Dunque nella tratta ci sono molto soggetti, che intervengono prima e dopo il trasferimento sui barconi della morte. Il ruolo dello scafista si limita al trasporto dietro inaudito compenso, ma richiede l’imbroglio della vittima da parte del trafficante che promette al disperato un futuro impossibile. Lo scafista invece lo abbandonerà al suo destino, che lo porterà sovente nelle mani di altri trafficanti, quelli che troverà sull’altra costa. Dunque combattere la tratta non comincia e non finisce nella lotta all’imbarco sui barconi della morte. Comincia molto prima, finisce molto dopo, se non sempre almeno spesso e volentieri.

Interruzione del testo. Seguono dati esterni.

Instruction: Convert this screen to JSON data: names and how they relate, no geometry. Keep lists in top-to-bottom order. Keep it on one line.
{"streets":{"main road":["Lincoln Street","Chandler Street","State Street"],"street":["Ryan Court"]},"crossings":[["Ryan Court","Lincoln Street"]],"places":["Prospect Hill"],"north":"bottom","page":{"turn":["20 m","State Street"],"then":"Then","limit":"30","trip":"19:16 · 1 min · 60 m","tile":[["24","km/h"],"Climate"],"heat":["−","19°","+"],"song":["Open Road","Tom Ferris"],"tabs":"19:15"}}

Ma come entrare nel complesso pantano nel quale vivono i trafficanti? Facciamo l’ esempio del noto Abdulrahman al Milan detto Bija, a capo della guardia costiera libica per lungo tempo. Nel 2021 ha scritto Nello Scavo su Avvenire: “ Prima ancora di venire scarcerato il comandante Bija aveva già incassato la promozione al grado di maggiore della guardia costiera libica. E domenica, come oramai appariva scontato, Abdurhaman al-Milad è tornato trionfalmente per le strade di Zawyah, in un tripudio di abbracci, auto in corteo, danze e lodi ad Allah. Immagini che ricordano quelle successive al viaggio segreto in Italia, nel maggio 2017, del quale pubblichiamo nuove foto. Riabilitato con tanto di firma del procuratore generale di Tripoli, ora molti si interrogano sul futuro del guardacoste indicato dagli ispettori Onu alla testa del traffico di petrolio, armi ed esseri umani nel potente “mandamento” di Zawyah. Lì il capo dei capi è Mohamed Kachlav, anch’egli come Bija inserito nella lista nera di Onu, Unione Europea e Dipartimento di Stato Usa. Domenica Kachlav è apparso in quasi tutte le foto del redivivo al-Milad, a segnare l’inossidabile alleanza tra le tante famiglie della milizia, gestita secondo uno schema che prende a prestito l’organizzazione e i legami politici di Cosa nostra siciliana e l’apparente anarchia sul campo delle paranze di Scampia. “Come se da noi la camorra fosse riconosciuta ufficialmente e si affiancasse apertamente alle istituzioni governative”, sintetizza da Roma un ammiraglio di lungo corso che mal sopporta i colleghi di Tripoli”. Ecco, questo esempio, che ci riporta a scelte ed errori cominciati molti anni fa, indica chiaramente quale sia la vera strada per combattere la tratta, volendo.